The bacterial strain capable of decolorization and detoxification of the Reactive Blue 160 dye was isolated from a dye waste disposal site of Tirupur textile industries. The bacterial strain was screened and selected based on its decolorization capability of RB 160dye, which was identified as Bacillus subtilis by 16S rRNA sequencing.
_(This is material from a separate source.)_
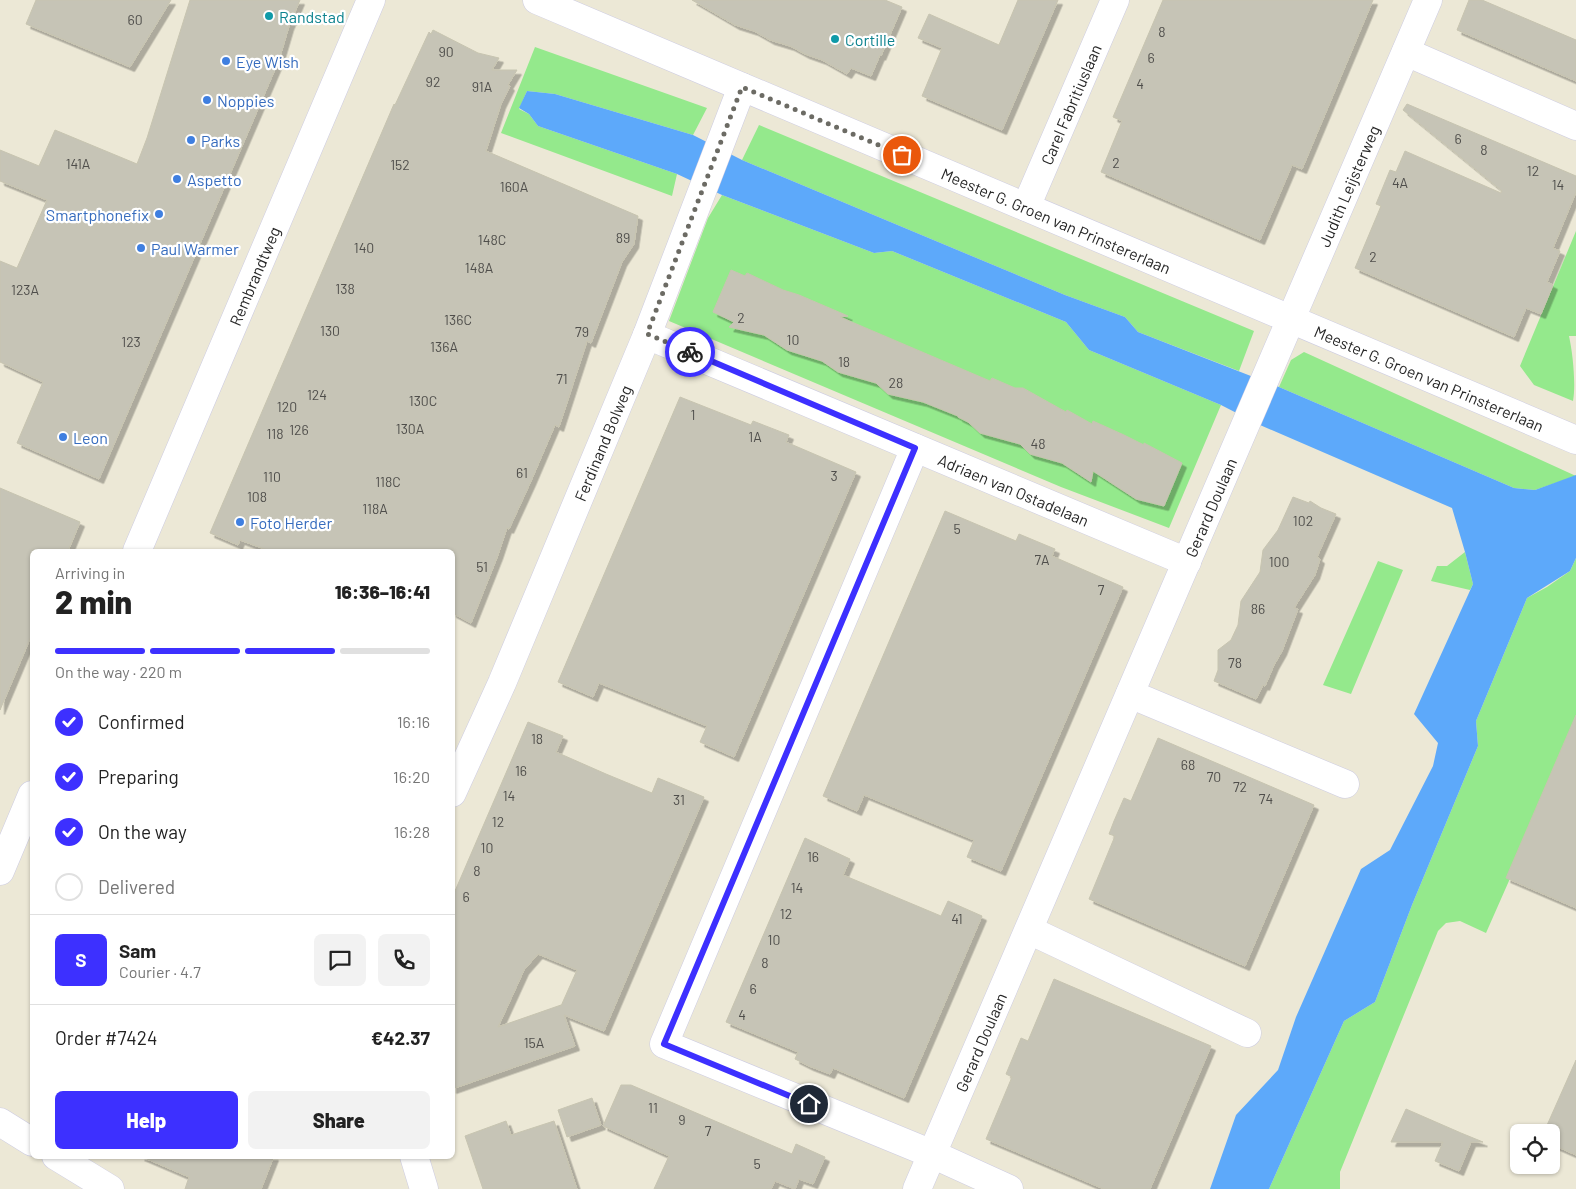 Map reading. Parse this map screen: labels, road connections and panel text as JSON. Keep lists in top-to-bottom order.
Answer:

The strain was tested for the decolorization potential under different physio-chemical experimental conditions (pH, temperature, agitation, non-agitation) and observed a complete decolorization at pH 7 and 35 °C under shaking condition within 48 h of time. The enzymes such as, Lignin peroxidase, azoreductase and NADH-DCI were significantly induced in the strain during the decolorization of RB160 dye. Phytotoxicity and microbial toxicity studies revealed that the decolorized product of RB160 dye is less toxic to the plants and microbes. Thus, our results recommend the prospective use of B subtilis in bioremediation of RB160 dye.

1. Introduction

Synthetic azo dyes are widely used in a lot of industries such as textile dyeing, color photography, paper printing, food, pharmaceutical, cosmetic and leather-based industries as well as components in petroleum products because of their ease and cost-effectiveness in synthesis, firmness with a range of colors as in contrast to that of natural dyes. However, textile industries are using more dyes than other industries and an increase in usage of textile dyes was coupled with higher resistance to environmental degradation leading to pollution problems by textile dye effluents [1,2]. While the dyes are measurable at a very low concentration of 1 mg/L, approximately 300 mg/l is disposed through the effluent from textile industrial processes [3]. Anthraquinone and azo dyes are the two most important classes used for dyeing textile fibers today. Azo dyes cannot be degraded under normal conditions and are not detached from water by conventional wastewater treatment methods due to their complicated structures and xenobiotic nature. A class of azo dyes and their degradation products favor the movement of toxic ground and exterior waters that are contaminated by textile effluents, which may further contaminate the other water sources. The dye pollution lead to the unacceptable coloration of water, obstacle of light diffusion and diminution of diluted oxygen in river ecosystems pose a hazardous risk to the aquatic habitants. Hence, it is very essential to process the textile dye effluents before discharging them into water streams [4,5].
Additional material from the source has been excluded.